Exercise guide
Smith Hip Raise
- Intermediate
- Isolation
- Rep-based
- Waist
The Smith Hip Raise is an advanced core isolation exercise that uses the vertical track of a Smith machine to provide consistent resistance during a reverse crunch, specifically targeting the lower abdominals and obliques.
Reviewed by the Crucible team · Updated June 2026
Muscles worked
Setup
- Place a gym mat on the floor directly underneath the Smith machine bar.
- Lie on your back with your hips positioned directly under the bar and your arms flat at your sides for stability.
- Extend your legs vertically and place the arches of your feet firmly against the center of the bar.
- Carefully unlock the bar from the hooks, supporting the weight entirely with your legs.
How to do it
- Exhale and contract your abdominals to lift your sacrum and lower back off the floor, driving the bar straight upward.
- Focus on curling your pelvis toward your ribcage rather than simply pushing with your legs.
- Inhale as you slowly lower your hips back to the floor using a controlled 3-second tempo.

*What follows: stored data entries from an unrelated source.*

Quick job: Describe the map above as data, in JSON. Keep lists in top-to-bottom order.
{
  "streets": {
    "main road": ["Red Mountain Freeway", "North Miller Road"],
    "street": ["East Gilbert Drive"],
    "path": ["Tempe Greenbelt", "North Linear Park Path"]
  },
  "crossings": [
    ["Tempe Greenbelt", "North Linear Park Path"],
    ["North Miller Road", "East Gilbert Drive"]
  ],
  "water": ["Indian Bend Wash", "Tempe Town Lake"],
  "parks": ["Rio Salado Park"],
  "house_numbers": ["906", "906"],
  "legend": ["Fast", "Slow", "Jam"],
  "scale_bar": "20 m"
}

- Touch the floor lightly with your glutes and immediately begin the next repetition to maintain constant tension.
Form checklist
- Keep your legs as straight as possible to maximize the lever length.
- Ensure the bar travels in a perfectly vertical path without tilting.

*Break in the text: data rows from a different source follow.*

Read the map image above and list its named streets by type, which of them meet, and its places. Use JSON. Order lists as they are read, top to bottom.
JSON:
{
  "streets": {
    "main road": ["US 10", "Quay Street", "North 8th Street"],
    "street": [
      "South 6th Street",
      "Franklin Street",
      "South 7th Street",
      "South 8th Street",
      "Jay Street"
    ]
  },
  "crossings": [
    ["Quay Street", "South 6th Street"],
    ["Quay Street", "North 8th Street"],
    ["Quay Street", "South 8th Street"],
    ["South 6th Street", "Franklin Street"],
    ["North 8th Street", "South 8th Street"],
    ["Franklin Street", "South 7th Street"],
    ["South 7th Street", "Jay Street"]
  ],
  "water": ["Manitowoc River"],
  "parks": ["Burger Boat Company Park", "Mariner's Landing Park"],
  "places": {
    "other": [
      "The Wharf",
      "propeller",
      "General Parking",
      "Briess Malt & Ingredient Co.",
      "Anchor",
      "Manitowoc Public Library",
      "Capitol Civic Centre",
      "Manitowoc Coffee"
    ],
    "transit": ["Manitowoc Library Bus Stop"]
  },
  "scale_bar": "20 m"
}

- Avoid using your arms to press into the floor for momentum.
- Keep your head and upper back relaxed on the mat throughout the set.
Pro tips
- Think about 'peeling' your spine off the floor one vertebra at a time to maximize muscle fiber recruitment in the lower abs.
- Pause for one second at the top of the movement to emphasize the peak contraction of the obliques and rectus abdominis.
Make it harder
- Add small weight plates to the bar to increase the resistance against hip flexion.

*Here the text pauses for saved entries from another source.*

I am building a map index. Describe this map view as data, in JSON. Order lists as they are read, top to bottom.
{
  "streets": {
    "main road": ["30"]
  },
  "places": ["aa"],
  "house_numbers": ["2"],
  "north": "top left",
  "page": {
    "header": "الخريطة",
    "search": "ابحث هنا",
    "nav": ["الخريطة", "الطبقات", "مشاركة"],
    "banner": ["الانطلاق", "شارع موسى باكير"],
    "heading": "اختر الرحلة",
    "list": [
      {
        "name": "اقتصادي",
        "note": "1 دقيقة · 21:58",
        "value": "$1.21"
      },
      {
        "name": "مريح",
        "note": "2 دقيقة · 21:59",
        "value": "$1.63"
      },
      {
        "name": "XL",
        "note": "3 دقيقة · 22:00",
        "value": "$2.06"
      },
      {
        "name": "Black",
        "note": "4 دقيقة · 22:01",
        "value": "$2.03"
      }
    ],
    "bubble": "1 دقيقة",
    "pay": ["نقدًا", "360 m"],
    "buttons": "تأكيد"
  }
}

- Perform the eccentric (lowering) phase even slower, taking 5 seconds to return to the starting position.
Frequently asked
- What muscles does the smith hip raise work?
- The smith hip raise primarily targets the abs and obliques, and also works the erector spinae as secondary muscles.
- What equipment do you need for the smith hip raise?
- The smith hip raise uses smith machine.
- Is the smith hip raise good for beginners?
- The smith hip raise is rated intermediate. Build a base with simpler variations first, then progress to it with light load and strict form.